Когда дело доходит до вопросов самосогласованности в сетях, физики знают, что делать.Как мы видели в предыдущей главе, в физике полно ситуаций, когда самосогласованность важна: например, газы, состоящие из большого количества простых частиц, где каждая частица подвержена влиянию всех окружающих ее частиц иответвлияет на них.Поэтому были разработаны методы, облегчающие работу с математикой этих взаимодействий.
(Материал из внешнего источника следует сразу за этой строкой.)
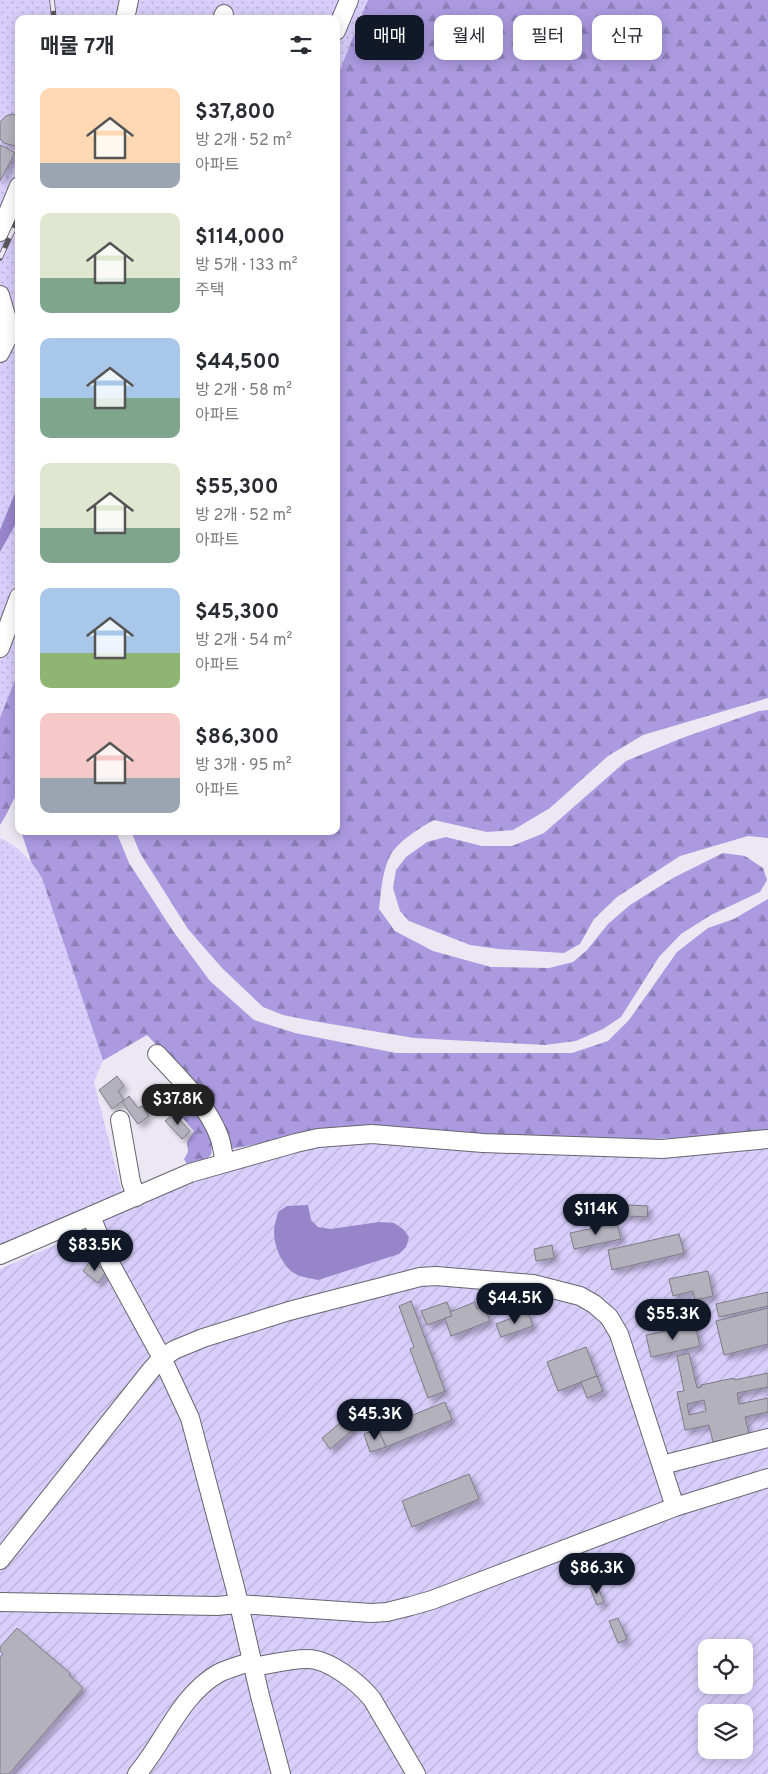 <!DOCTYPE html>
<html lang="ko">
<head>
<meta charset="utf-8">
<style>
  body { margin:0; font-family:Overpass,"Noto Sans KR",sans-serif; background:#f7f7f7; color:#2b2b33; height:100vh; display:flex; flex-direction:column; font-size:19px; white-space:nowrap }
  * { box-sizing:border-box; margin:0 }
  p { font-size:16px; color:#7c7c81 }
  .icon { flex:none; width:28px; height:28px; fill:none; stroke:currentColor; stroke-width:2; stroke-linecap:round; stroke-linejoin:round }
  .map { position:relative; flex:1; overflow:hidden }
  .sheet { position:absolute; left:15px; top:15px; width:325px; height:820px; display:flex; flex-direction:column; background:#fff; border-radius:10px; box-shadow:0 2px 12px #0003 }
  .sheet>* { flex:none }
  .top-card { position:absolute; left:355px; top:15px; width:338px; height:45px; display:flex; gap:10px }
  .controls { position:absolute; left:698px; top:1639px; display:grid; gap:10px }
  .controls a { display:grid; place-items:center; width:55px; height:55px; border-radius:10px; background:#fff; box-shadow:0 2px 12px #0003; font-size:25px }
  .price { position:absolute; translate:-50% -42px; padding:0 11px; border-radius:18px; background:#111827; color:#fff; font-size:16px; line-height:32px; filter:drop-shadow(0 1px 2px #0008) }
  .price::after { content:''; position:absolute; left:50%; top:30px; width:15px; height:11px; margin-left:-8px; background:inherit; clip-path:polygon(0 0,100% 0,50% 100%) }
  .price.active { background:#222; color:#fff }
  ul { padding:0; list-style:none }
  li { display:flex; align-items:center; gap:15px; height:125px; padding:0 25px }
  li span { display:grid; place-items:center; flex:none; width:140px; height:100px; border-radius:10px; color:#555 }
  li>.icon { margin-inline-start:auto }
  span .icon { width:60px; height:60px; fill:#fffc; stroke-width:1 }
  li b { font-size:21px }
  h2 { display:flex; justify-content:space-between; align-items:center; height:60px; padding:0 25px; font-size:21px }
  .chip { padding:0 18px; border-radius:10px; background:#fff; box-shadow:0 2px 12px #0003; font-size:18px; line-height:45px }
  .chip.active { background:#111827; color:#fff }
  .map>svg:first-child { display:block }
  .forest { fill:url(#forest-firs) }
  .park { fill:url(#park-dots) }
  .garden { fill:url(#garden-furrows); fill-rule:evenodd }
  .water { fill:#9785ca }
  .building { fill:#b3b1bc; stroke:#7d7b85; fill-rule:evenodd; filter:url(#shadow) }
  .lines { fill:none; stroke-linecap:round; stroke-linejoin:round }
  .minor-casing { stroke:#67656e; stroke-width:20 }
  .minor { stroke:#fff; stroke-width:18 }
  .rail-casing { stroke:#59585e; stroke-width:5.5 }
  .rail { stroke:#ebe8f4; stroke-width:4; stroke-dasharray:11; stroke-linecap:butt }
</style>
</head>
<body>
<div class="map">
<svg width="768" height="1774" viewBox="0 0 768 1774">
  <defs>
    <pattern id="forest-firs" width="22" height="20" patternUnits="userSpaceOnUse" patternTransform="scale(1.25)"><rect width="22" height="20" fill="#ab9ae0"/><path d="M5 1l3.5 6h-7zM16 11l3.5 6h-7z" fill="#8c7eb6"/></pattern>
    <pattern id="park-dots" width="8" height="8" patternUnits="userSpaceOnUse" patternTransform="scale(1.25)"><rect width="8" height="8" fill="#d8cefb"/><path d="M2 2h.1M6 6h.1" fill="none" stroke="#bab1d7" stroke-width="1.8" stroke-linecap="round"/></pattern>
    <pattern id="garden-furrows" width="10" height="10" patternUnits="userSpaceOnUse" patternTransform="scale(1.25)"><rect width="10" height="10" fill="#d8cefb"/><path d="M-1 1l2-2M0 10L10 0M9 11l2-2" fill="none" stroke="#bab1d7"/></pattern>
    <filter id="shadow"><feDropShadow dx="4.5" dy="4.5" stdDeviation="2.5" flood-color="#0004"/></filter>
  </defs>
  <rect width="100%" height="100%" fill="#ebe8f4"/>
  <g class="forest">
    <path d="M359,0H768V698L643,735L608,756L550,808L513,830L487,832L434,820C421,827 397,842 390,856C382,872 381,892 379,909L395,931L433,951L491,967L549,968L573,962L587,950L608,924L630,905L673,878L723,853L745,856L763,868L767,880L760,892L711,915L681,934L659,957L621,1017L603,1029L576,1041L545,1045L414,1038L313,1021L283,1015L263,1007L222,968L188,929L140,853L131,831H336V61Z"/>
    <path d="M19,652V791C11,802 8,814 0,825V700Z"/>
    <path d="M768,710V838L748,836L680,856L617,897L594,919L580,944L564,953L499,949L470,945L409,921L400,911L393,888L396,870L406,857L427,842L446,837L482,846H512L544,833L626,761L682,738L759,711Z"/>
    <path d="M21,831H116L129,863L173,931L210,981L254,1020L295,1033L396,1053H572L608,1041L629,1020L677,952L708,928L734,919L768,899V1134L576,1142L341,1126L242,1147L230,1149L208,1100L147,1035L97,1064Z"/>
    <path d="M187,1106C207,1124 215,1126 211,1155L203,1162L188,1166L184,1159L188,1152L187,1142L194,1131L177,1112Z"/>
  </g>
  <g class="park">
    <path d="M0,0H368L336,80V19H19V670L0,718Z"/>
    <path d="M0,838C17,845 33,862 42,878L103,1060L94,1082L122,1192L140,1191L288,1153L350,1140L477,1148L87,1234L81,1213L0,1245Z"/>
  </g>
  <path class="garden" d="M350,1141L455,1149L768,1146V1774H0V1269L197,1183L308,1147ZM706,1648H744V1685H706ZM706,1712H744V1750H706Z"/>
  <g class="water">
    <path d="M19,483V514L15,525L0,552V530Z"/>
    <path d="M308,1205L311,1220L318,1227L331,1229L379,1222L394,1223L403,1229L409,1237L406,1247L399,1254L318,1280C309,1278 298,1277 291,1271C281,1263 274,1245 274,1232C274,1225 277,1218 278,1212L287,1206Z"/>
  </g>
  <g class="building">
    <path d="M12,114L19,116V144L15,146L4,143L0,139V122L6,116Z"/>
    <path d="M1,145L15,153L0,181V146Z"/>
    <path d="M117,1076L124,1086L118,1091L124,1100L112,1109L99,1090Z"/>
    <path d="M129,1096L138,1108L142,1106L149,1116L138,1124L122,1102Z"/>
    <path d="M174,1113L190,1131L182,1139L165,1121Z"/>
    <path d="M574,1202L648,1206L647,1217L573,1213Z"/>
    <path d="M617,1223L621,1239L574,1249L570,1233Z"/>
    <path d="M679,1234L684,1253L612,1270L608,1250Z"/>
    <path d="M552,1245L554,1258L536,1261L534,1249Z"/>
    <path d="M91,1260L106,1272L98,1283L83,1271Z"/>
    <path d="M708,1271L713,1296L695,1300L693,1291L673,1296L669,1279Z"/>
    <path d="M768,1292V1306L719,1317L716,1304Z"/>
    <path d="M411,1301L445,1391L428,1398L410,1349L414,1347L399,1306Z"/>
    <path d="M447,1302L452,1316L427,1325L421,1311Z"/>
    <path d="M475,1302L477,1309L484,1306L490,1321L451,1336L445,1318L452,1316L450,1312Z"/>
    <path d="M768,1308V1344L724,1355L716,1321Z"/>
    <path d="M528,1312L533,1326L501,1337L496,1324Z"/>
    <path d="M695,1325L700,1346L651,1357L646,1335Z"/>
    <path d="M586,1347L597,1376L558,1391L547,1362Z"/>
    <path d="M689,1353L697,1388L701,1387V1385L734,1378V1380L768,1373V1387L737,1393L739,1404L768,1398V1412L745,1417L749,1434L713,1442L709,1425L685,1430L677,1392L684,1391L677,1356ZM704,1400L706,1411L689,1415L687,1404Z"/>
    <path d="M597,1376L603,1391L587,1398L581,1382Z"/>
    <path d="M445,1402L452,1420L386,1447L378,1429Z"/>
    <path d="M346,1418L355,1428L330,1449L322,1438Z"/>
    <path d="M378,1429L386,1447L370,1452L364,1434Z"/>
    <path d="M469,1474L479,1499L412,1527L402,1501Z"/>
    <path d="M597,1585L604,1602L597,1605L590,1588Z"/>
    <path d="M618,1618L627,1639L618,1643L609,1621Z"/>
    <path d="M17,1628L71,1674L69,1675L83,1688L9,1774H0V1657L3,1654L0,1651V1647Z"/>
    <path d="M706,1670V1685H713L705,1687L698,1681L700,1672Z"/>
  </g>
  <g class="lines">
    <g class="minor-casing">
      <g id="minor">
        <path d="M125,19L129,0"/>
        <path d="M222,19L224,14"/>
        <path d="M336,31L349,0"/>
        <path d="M0,232L19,186"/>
        <path d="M0,295L9,326V335L0,353"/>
        <path d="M0,648L19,597"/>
        <path d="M157,1054C180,1079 206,1103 219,1136C222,1144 223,1154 225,1163"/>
        <path d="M120,1120L131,1182L136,1197"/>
        <path d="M91,1216L110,1263L162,1358L190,1418L235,1587L260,1696L281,1774"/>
        <path d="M0,1255L190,1173L296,1143L318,1138L372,1134L483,1143L662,1149L768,1139"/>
        <path d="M662,1465L768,1438"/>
        <path d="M0,1560L151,1370L162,1358L174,1350L203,1338L289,1311L420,1277L436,1276L533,1284L580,1296L594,1304L609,1317L619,1334L675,1507"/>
        <path d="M0,1602L217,1606L238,1604L371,1613L387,1612L411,1606L432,1600L675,1507L768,1478"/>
        <path d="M254,1667C271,1664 289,1659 308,1659C329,1659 359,1683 372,1699L416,1774"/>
        <path d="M137,1774C165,1741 180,1695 219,1673C229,1668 242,1665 252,1661"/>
      </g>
    </g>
    <use href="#minor" class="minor"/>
    <g class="rail-casing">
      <g id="rail">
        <path d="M52,0L54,19"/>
        <path d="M0,258L19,217"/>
      </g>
    </g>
    <use href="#rail" class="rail"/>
  </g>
</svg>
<div class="controls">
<a><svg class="icon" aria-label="locate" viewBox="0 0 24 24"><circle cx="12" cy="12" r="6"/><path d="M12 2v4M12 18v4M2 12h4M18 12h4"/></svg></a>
<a><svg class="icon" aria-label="layers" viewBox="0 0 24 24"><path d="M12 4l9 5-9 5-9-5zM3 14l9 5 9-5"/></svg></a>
</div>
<b class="price active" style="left:178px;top:1126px">$37.8K</b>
<b class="price" style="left:596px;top:1236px">$114K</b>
<b class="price" style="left:95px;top:1272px">$83.5K</b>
<b class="price" style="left:515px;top:1325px">$44.5K</b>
<b class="price" style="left:673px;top:1341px">$55.3K</b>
<b class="price" style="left:375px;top:1441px">$45.3K</b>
<b class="price" style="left:597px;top:1595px">$86.3K</b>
<div class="top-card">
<a class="chip active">매매</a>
<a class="chip">월세</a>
<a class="chip">필터</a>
<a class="chip">신규</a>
</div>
<section class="sheet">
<h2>매물 7개<svg class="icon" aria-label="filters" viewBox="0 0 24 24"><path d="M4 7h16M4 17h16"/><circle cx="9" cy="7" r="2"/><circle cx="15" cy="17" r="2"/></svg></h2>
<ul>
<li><span style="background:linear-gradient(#ffd9b3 75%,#9aa5b1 0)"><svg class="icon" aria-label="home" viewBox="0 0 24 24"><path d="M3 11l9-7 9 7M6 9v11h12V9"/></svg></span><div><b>$37,800</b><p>방 2개 · 52 m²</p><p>아파트</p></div></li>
<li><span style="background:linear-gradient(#dfe7d0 65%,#7fa58c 0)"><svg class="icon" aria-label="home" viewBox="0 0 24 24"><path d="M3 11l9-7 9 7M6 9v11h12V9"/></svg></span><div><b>$114,000</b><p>방 5개 · 133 m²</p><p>주택</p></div></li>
<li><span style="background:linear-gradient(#a9c7e8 60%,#7fa58c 0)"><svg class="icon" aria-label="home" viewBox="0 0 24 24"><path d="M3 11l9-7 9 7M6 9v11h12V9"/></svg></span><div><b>$44,500</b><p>방 2개 · 58 m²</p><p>아파트</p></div></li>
<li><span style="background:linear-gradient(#dfe7d0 65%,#7fa58c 0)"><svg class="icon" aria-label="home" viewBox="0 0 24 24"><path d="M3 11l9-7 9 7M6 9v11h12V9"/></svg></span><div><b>$55,300</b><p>방 2개 · 52 m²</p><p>아파트</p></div></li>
<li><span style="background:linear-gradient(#a9c7e8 65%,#8fb573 0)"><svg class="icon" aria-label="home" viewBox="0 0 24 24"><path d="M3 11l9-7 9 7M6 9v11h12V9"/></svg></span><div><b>$45,300</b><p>방 2개 · 54 m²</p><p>아파트</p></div></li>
<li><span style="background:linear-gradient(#f6c9c9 65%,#9aa5b1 0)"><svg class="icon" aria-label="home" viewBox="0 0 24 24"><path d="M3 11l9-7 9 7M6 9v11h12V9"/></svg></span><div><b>$86,300</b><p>방 3개 · 95 m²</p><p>아파트</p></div></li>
</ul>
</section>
</div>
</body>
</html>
В 1980-х годах израильский физик Хаим Сомполинский использовал эти методы, чтобы понять, как ведут себя материалы при различных температурах. Но в конце концов его интересы обратились к нейронам. В 1996 году Сомполинский и его коллега, физик, ставший нейробиологом, Карл ван Вресвейк применили физический подход к вопросу о балансе в мозге. Подражая математике, используемой для понимания взаимодействующих частиц, они записали несколько простых уравнений, которые представляли очень большую популяцию взаимодействующих возбуждающих и тормозящих клеток. Эта популяция также получала внешние сигналы, представляющие собой связи, поступающие из других областей мозга.

С помощью простых уравнений ван Вресвейк и Сомполински смогли математически определить, какое поведение они хотели бы видеть в модели. Например, клетки должны быть способны поддерживать активность, но не слишком активную (например, не должны безостановочно стрелять). Кроме того, они должны реагировать на увеличение внешнего сигнала повышением средней скорости стрельбы. И, конечно же, реакция не должна быть шумной.

Введя эти требования, ван Вресвейк и Сомполински стали перебирать уравнения. Они обнаружили, что для создания полноценной сети, которая будет продолжатьнерегулярнострелятьс разумной скоростью, необходимо соблюсти некоторые условия. Например, тормозные клетки должны оказывать на возбуждающие клетки более сильное влияние, чем возбуждающие клетки друг на друга. Благодаря тому, что возбуждающие клетки получают чуть больше торможения, чем возбуждения, активность сети находится под контролем. Также важно, чтобы связи между нейронами были случайными и редкими - каждая клетка должна получать входные сигналы, скажем, от пяти или десяти процентов других клеток. Это гарантирует, что два нейрона не будут зациклены на одной и той же модели поведения.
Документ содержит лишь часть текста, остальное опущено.